R/chars_funs.R
chars_sparsify.Rd
The ADDCHARS SQL table includes individual rows listing the PIN, start date, and characteristic updates associated with a 288 Home Improvement Exemption. This data format is difficult to work with and complicated by the fact that multiple 288s can be active at the same time for different periods, and some columns from ADDCHARS add to existing characteristics, while some overwrite existing characteristics. Additionally, 288s can be active for multi-code properties, meaning that one building on a PIN could have an improvement while the others remain untouched.
The goal of this function is to transform these single row records into a sparse data frame which lists a row and characteristic update per PIN per YEAR.
The transformation caused by this function is most easily visualized with a mock dataset.

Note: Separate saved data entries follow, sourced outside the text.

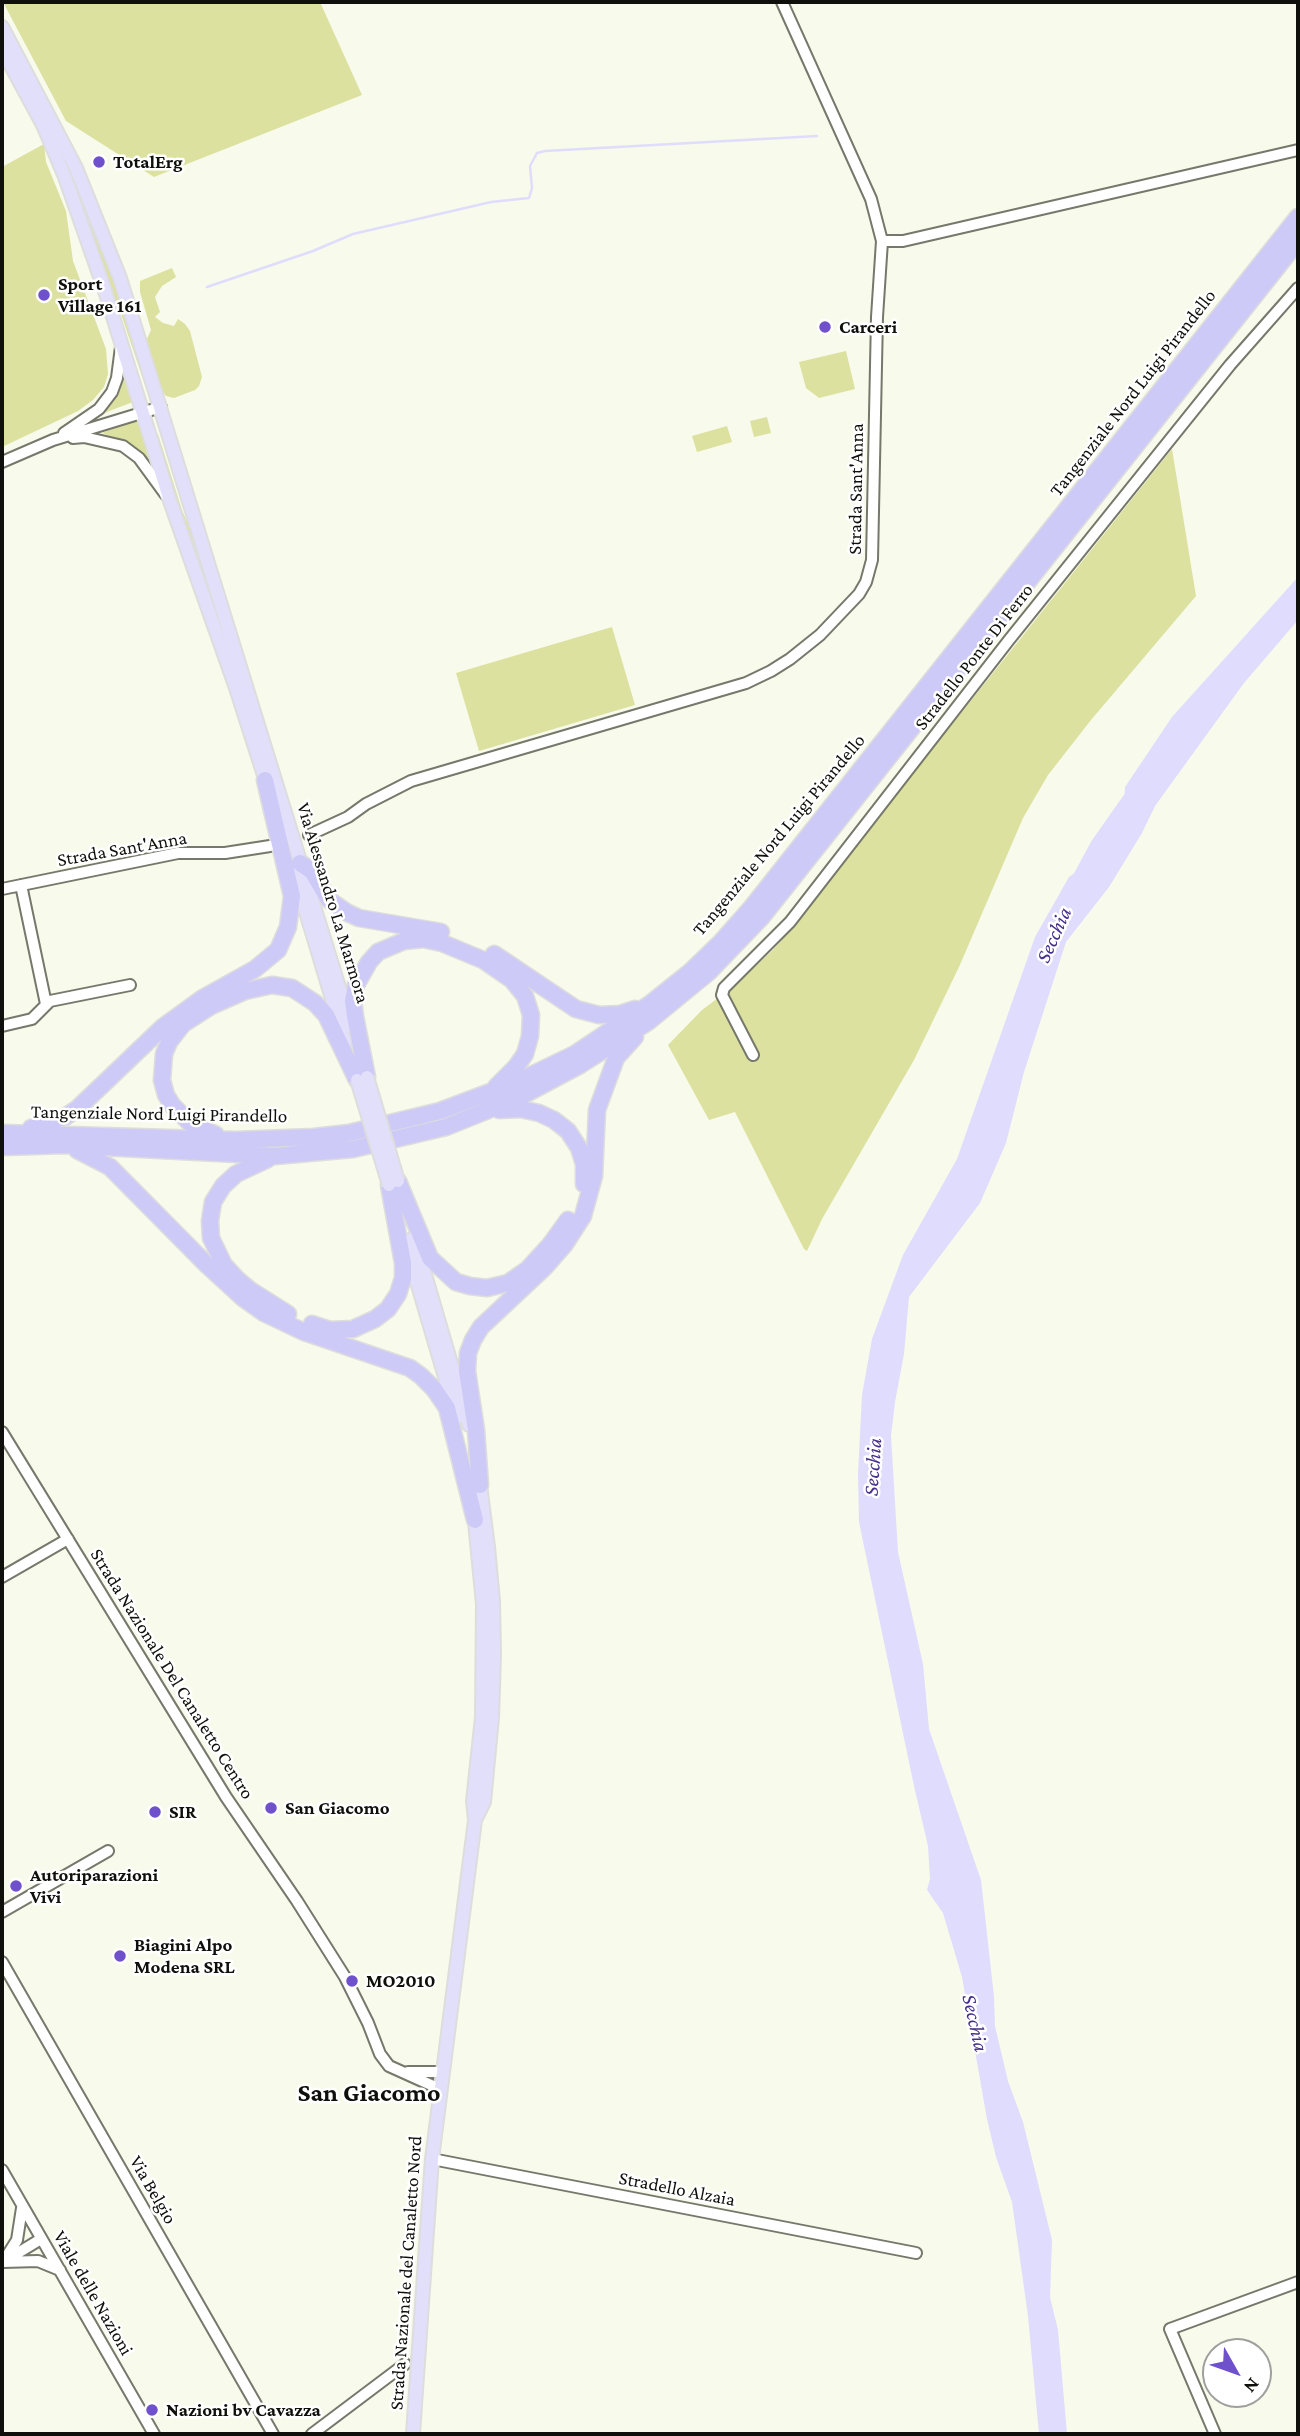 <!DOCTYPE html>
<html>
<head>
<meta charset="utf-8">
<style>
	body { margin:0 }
	#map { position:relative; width:1300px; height:2436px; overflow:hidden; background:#f8faeb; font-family:"Crimson Pro",serif }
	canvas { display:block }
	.frame { position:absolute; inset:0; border:4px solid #0f0f0b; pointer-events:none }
	.north { position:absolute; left:1202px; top:2338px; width:70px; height:70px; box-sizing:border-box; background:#fff; border:2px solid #9f9f9d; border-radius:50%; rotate:130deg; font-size:19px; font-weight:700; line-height:28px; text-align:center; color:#0f0f0b }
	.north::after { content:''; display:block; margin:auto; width:24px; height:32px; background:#6e51cb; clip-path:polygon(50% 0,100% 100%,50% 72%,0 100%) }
</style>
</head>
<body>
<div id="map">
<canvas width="1300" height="2436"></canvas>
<div class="frame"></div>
<div class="north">N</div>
</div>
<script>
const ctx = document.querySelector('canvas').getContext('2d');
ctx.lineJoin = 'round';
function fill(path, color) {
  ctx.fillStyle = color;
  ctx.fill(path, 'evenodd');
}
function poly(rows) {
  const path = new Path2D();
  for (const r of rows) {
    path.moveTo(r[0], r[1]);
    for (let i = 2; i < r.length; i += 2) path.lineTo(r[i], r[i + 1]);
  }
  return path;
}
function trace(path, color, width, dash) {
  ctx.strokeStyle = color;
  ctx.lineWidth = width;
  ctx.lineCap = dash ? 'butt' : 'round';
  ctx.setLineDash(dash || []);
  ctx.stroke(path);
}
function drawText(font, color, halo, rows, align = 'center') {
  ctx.font = font + ' "Crimson Pro",serif';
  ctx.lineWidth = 5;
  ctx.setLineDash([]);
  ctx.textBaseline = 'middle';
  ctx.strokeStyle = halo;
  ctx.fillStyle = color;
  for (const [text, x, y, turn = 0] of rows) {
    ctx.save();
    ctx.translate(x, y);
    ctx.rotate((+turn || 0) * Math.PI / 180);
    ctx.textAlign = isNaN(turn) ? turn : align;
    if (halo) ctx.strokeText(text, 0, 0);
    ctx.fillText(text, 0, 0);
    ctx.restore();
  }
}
const green = poly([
	[3,2,320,2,362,95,154,177,66,121],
	[44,144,46,162,66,211,73,261,106,349,108,374,104,387,93,400,78,411,2,447,2,167],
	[82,198,115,282,147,391,120,311,106,279,79,199],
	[172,268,176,277,162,286,155,297,160,312,155,317,163,323,174,326,178,319,185,324,190,331,202,377,199,386,195,390,174,398,166,396,161,390,146,341,151,330,140,292,140,281],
	[846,351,855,389,819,398,806,388,799,362],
	[122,370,133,402,104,413,103,411],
	[767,417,771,433,754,437,750,421],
	[137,419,152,464,150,465,117,439,102,433],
	[727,426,732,442,697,452,692,436],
	[158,434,182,510,198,547,222,625,219,626,178,508,156,435],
	[1172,449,1196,596,1091,720,1048,775,1023,818,959,967,914,1060,822,1219,807,1251,804,1249,735,1112,709,1120,668,1045,702,1010,734,986,773,950,797,922,842,862],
	[612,627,635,705,479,751,456,673]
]);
const water = poly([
	[1298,577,1298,620,1244,683,1155,806,1142,833,1109,887,1066,942,1024,1072,1006,1143,980,1203,909,1297,904,1354,895,1402,891,1436,898,1552,923,1664,929,1729,981,1880,994,1997,995,2026,1008,2081,1023,2122,1052,2240,1050,2297,1058,2330,1067,2434,1039,2434,1028,2316,1012,2202,996,2157,987,2119,962,1977,943,1913,927,1890,930,1879,928,1846,914,1786,859,1522,858,1474,862,1395,872,1339,903,1255,957,1159,1035,937,1069,877,1106,851,1123,825,1125,787,1172,717]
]);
const stream = poly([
	[207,287,313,251,353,234,491,202,529,198,532,188,530,166,537,153,545,151,817,136]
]);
const river = poly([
	[1079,883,1099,846,1137,792]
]);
const minor = poly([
	[882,241,903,241,1298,150],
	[64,433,99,409,112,392,117,378,121,347],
	[73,438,84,437,123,446,139,458,166,495],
	[2,462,53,440,161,407],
	[309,835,348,817,366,804,411,781,746,683,771,671,790,659,820,635,859,594,866,582,872,560,877,317,882,241,871,199,782,2],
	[21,885,46,1004],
	[2,889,178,853,225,853,270,846],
	[2,1026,32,1019,50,1001,130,985],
	[753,1055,722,995,724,988,790,922,1009,640,1230,365,1298,288],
	[2,1432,226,1797,297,1901,345,1977,368,2023,380,2054,389,2066,440,2089],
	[2,1577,68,1539],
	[2,1912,108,1851],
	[2,1962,273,2434],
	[408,2072,442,2072],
	[432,2159,916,2253],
	[2,2170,154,2434],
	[8,2259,41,2239],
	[3,2262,17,2240,22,2208],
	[3,2262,38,2261,60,2270],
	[312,2434,405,2364],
	[1215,2434,1170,2329,1298,2282]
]);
const major = poly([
	[2,27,76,168,120,278,351,1026],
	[2,49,43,125,65,177,105,291,170,501,236,688,268,788],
	[294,872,345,1042],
	[414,1237,469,1425],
	[405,1241,457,1418],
	[475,1820,484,1802,492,1718,494,1654,493,1601,488,1547,479,1477],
	[413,2434,432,2159,475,1820,473,1801,482,1717,483,1604,474,1512]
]);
const highway = poly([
	[300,863,312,871,329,900,348,913,359,918,441,932],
	[494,954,576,1009,599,1015,620,1014,635,1009],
	[367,1077,355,1016,353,1001,356,985,369,962,378,952,404,941,423,939,442,943,483,960,512,980,525,996,531,1015,530,1036,525,1054,516,1067,496,1087],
	[499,1110,521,1109,539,1113,554,1120,568,1131,579,1148,584,1164,584,1184],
	[31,1128,65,1117,77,1109,163,1027,203,998,255,969,278,950,288,927,292,896,265,780],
	[2,1133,235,1140,314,1137,349,1133,440,1111,517,1082,575,1054,650,1004,690,972,721,942,752,907,1298,217],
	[216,1135,190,1123,173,1106,166,1095,162,1080,164,1054,169,1042,183,1024,211,1006,245,991,272,985,292,988,315,1003,326,1015,357,1080],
	[2,1147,65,1145,275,1156,353,1149,446,1127,518,1098,580,1065,648,1022,709,972,761,918,1298,241],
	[77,1150,110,1167,207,1265,243,1298,264,1313,304,1332,410,1368,421,1376,434,1389,447,1408,475,1520],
	[268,1159,236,1174,223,1186,213,1202,210,1221,211,1238,224,1265,237,1279,250,1290,288,1314],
	[398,1181,430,1258,456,1282,470,1286,487,1288,508,1283,528,1269,550,1245,568,1220],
	[312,1324,330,1330,353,1329,375,1319,388,1309,398,1294,403,1278,403,1263,389,1185],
	[480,1485,476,1430,467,1371,468,1353,473,1340,481,1327,545,1267,565,1244,583,1216,594,1176,597,1110,616,1058,635,1037]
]);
const majorBridge = poly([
	[367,1077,398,1181],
	[357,1080,389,1185]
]);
const markers = [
	[99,162,7,"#6e51cb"],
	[44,295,7,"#6e51cb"],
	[825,327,7,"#6e51cb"],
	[271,1808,7,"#6e51cb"],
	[155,1812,7,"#6e51cb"],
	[16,1886,7,"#6e51cb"],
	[120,1956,7,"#6e51cb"],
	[352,1981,7,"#6e51cb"],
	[152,2410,7,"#6e51cb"]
];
const poiNames = [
	["TotalErg",113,162],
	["Sport",58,284],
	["Village 161",58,306],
	["Carceri",839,327],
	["San Giacomo",285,1808],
	["SIR",169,1812],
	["Autoriparazioni",30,1875],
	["Vivi",30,1897],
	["Biagini Alpo",134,1945],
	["Modena SRL",134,1967],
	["MO2010",366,1981],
	["Nazioni bv Cavazza",166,2410]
];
const streetNames = [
	["Tangenziale Nord Luigi Pirandello",1133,393,-52],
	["Strada Sant'Anna",856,489,-89],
	["Stradello Ponte Di Ferro",974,657,-52],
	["Tangenziale Nord Luigi Pirandello",779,835,-50],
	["Strada Sant'Anna",122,849,-10],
	["Via Alessandro La Marmora",333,903,73],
	["Tangenziale Nord Luigi Pirandello",159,1114,1],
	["Strada Nazionale Del Canaletto Centro",172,1674,58],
	["Stradello Alzaia",677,2189,11],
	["Via Belgio",153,2190,60],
	["Strada Nazionale del Canaletto Nord",406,2273,-86],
	["Viale delle Nazioni",93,2293,60]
];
const waterNames = [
	["Secchia",1054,935,-66],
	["Secchia",873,1467,-86],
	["Secchia",975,2023,77]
];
const districtNames = [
	["San Giacomo",369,2093]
];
fill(green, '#dce19f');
fill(water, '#dfdcfe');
trace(stream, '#dfdcfe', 2.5);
trace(river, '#dfdcfe', 18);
trace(minor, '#76786b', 14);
trace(major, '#ddd', 16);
trace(highway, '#ddd', 19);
trace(minor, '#fff', 10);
trace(major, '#e2dffa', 12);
trace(highway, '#cecaf7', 16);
trace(majorBridge, '#ddd', 16, []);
trace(majorBridge, '#e2dffa', 12);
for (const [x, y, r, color] of markers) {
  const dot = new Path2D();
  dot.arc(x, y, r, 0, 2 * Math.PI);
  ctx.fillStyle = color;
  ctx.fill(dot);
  trace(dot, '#fff', 2.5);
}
drawText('bold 19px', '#0f0f0b', '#fff', poiNames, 'left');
drawText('19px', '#0f0f0b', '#fff', streetNames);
drawText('italic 21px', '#462e8c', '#fff', waterNames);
drawText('bold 26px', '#0f0f0b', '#fff', districtNames);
</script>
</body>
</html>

The base ADDCHARS data looks like this:
qu_pin | year | qu_town | qu_upload_date | qu_sqft_bld | qu_rooms |
12345 | 2013 | 77 | 130702 | 200 | 0 |
12345 | 2015 | 77 | 150703 | 300 | 1 |
This function will transform it into this:
qu_pin | year | qu_sqft_bld | qu_rooms |
12345 | 2013 | 200 | 0 |
12345 | 2014 | 200 | 0 |
12345 | 2015 | 500 | 1 |
12345 | 2016 | 500 | 1 |
12345 | 2017 | 500 | 1 |
12345 | 2018 | 300 | 1 |
12345 | 2019 | 300 | 1 |
12345 | 2020 | 300 | 1 |
Each PIN will have a row for each year that a 288 is active and a column
for each characteristic specified by additive_source
and
replacement_source
. This table can be easily left joined to modeling
data to update characteristic values.
chars_sparsify(
data,
pin_col,
year_col,
town_col,
upload_date_col,
additive_source,
replacement_source
)
A data frame containing ADDCHARS columns.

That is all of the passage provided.